## Collected material
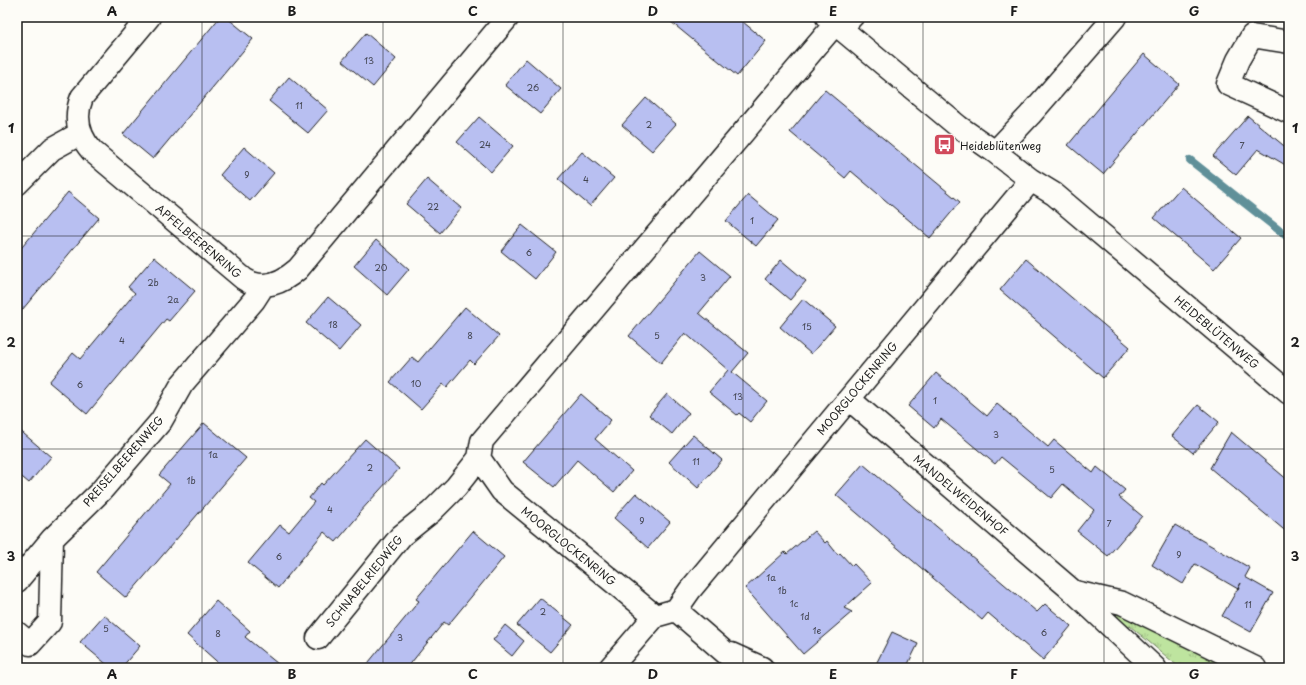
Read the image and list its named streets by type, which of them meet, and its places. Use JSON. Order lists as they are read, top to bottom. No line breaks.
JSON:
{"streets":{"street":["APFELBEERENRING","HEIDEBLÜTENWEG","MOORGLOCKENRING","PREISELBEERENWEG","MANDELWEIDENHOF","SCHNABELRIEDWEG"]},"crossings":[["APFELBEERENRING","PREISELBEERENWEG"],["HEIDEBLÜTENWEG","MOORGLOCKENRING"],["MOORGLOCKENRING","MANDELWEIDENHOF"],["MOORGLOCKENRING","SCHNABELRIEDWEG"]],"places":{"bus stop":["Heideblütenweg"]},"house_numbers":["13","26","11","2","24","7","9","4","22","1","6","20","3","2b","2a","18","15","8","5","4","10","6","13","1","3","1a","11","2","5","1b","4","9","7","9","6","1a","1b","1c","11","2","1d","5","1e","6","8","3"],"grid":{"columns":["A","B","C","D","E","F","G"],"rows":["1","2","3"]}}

## Problem to work on
Everything in the material except the pictures should be output verbatim.

## Solution for this task
Read the image and list its named streets by type, which of them meet, and its places. Use JSON. Order lists as they are read, top to bottom. No line breaks.
JSON:
{"streets":{"street":["APFELBEERENRING","HEIDEBLÜTENWEG","MOORGLOCKENRING","PREISELBEERENWEG","MANDELWEIDENHOF","SCHNABELRIEDWEG"]},"crossings":[["APFELBEERENRING","PREISELBEERENWEG"],["HEIDEBLÜTENWEG","MOORGLOCKENRING"],["MOORGLOCKENRING","MANDELWEIDENHOF"],["MOORGLOCKENRING","SCHNABELRIEDWEG"]],"places":{"bus stop":["Heideblütenweg"]},"house_numbers":["13","26","11","2","24","7","9","4","22","1","6","20","3","2b","2a","18","15","8","5","4","10","6","13","1","3","1a","11","2","5","1b","4","9","7","9","6","1a","1b","1c","11","2","1d","5","1e","6","8","3"],"grid":{"columns":["A","B","C","D","E","F","G"],"rows":["1","2","3"]}}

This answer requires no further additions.